BRITAIN'S biggest bedmaker Silentnight is going private in a 155p per share recommended deal that values the company at £72.2m.

The Clarke family, which founded the business in 1946 and which holds 50.9 per cent of the shares, made its formal offer yesterday to buy the remainder.

The family has long been impatient about the underperformance of the business in the face of big challenges in the beds market. Silentnight was into divans while customers wanted bedsteads.

At the same time, previous management squandered the company's cash on furniture acquisitions that proved disastrous.

The Clarkes have put in new management and said yesterday that the revival of Barnoldswick-based Silentnight was better carried out away from the public arena, where institutional shareholders demanded quick fixes.

Analysts believe the furniture business – where 800 jobs have already gone, factories have been shut and production sourced overseas – will be primed for sale.

They say Silentnight's leading position in beds, where it has about 26 per cent of the market, gives it a good chance to thrive if it catches up with the latest trends.

As well as its eponymous brand, the company makes Rest Assured and P&L in Batley and Barnsley, respectively.

Bedsteads of wood or metal can be imported relatively cheaply.

That's not the case with divans and mattresses, where most of the product is air.
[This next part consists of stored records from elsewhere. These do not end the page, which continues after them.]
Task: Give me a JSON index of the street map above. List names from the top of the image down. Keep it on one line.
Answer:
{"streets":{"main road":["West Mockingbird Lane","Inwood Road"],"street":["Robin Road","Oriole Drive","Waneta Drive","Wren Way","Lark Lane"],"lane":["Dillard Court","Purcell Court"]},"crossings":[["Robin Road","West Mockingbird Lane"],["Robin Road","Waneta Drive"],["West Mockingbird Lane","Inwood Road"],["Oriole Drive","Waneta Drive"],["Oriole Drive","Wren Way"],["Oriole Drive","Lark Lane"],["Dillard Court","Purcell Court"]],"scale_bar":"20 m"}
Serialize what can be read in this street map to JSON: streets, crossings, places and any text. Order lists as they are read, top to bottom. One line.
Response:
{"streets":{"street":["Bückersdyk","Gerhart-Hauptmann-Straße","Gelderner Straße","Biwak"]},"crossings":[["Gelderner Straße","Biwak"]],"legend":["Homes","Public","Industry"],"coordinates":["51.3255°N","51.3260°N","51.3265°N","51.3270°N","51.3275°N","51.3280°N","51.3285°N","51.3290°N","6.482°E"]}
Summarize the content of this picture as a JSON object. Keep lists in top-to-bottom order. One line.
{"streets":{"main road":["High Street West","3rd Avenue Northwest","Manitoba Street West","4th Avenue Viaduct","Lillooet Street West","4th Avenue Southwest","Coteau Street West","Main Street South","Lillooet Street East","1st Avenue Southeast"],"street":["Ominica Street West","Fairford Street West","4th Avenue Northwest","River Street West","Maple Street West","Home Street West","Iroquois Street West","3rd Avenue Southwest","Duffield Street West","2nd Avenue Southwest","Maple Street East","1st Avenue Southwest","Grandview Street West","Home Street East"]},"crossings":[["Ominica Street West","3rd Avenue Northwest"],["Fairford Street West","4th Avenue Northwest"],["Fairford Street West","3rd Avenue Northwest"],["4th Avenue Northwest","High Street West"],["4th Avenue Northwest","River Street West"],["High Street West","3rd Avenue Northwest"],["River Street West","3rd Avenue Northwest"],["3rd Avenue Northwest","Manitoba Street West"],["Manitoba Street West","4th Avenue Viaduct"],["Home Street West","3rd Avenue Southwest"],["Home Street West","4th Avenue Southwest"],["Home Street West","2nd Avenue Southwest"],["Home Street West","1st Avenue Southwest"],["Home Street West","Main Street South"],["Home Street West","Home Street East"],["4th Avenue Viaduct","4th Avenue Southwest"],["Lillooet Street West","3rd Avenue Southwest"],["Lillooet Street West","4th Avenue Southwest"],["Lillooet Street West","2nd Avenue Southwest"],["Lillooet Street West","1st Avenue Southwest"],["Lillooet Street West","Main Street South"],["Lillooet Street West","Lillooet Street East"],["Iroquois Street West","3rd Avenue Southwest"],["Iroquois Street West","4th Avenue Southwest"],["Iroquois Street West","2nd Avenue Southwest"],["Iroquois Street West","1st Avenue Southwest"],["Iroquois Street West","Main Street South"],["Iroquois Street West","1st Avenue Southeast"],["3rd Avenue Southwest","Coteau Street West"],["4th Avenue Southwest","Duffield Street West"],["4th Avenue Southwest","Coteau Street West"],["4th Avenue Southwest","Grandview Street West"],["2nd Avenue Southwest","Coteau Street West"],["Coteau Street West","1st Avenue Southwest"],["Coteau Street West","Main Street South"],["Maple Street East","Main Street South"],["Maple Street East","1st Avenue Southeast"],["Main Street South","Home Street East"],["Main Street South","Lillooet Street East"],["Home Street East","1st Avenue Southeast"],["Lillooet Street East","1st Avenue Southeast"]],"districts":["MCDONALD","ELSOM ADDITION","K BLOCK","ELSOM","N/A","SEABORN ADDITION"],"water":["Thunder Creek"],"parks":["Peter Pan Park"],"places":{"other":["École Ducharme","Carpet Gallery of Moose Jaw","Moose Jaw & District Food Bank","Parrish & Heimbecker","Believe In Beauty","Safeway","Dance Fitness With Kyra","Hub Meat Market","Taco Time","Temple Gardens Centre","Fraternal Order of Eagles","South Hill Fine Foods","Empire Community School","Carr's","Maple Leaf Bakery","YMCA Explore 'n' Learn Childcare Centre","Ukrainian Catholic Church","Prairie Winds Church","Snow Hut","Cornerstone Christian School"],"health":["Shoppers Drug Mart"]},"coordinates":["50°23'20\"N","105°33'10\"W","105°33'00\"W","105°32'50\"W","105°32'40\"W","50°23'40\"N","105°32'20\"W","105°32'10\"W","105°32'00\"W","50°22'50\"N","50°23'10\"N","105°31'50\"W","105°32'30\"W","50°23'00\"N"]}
Silentnight chairman Roger Pedder said: "We're behind the game. We simply have to catch up."

The other trend is towards pocketed mattresses – a series of individual springs set in nests, or pockets – which are taking over from traditional mattresses, which are essentially one continuous mesh of springs.

In August last year the Clarkes first sought to buy back the company at an indicative price of 190p per share. But once they got inside, they found a worse situation than they imagined and withdrew the offer.

Having installed new management they came back with 140p per share in July. The deal yesterday indicates that the independent directors, who held the key to a recommendation, have bid them up.

The price is a premium of 32 per cent to that in July and up 12 per cent on Thursday. Yorkshire Bank is funding the offer.

The shares closed up 14p at 152.5p.

Mr Pedder said: "The sentiment in the business is that this is behind us.

"We're in a new, benign, climate but we're not complacent. We want to get on with putting this company back where it belongs."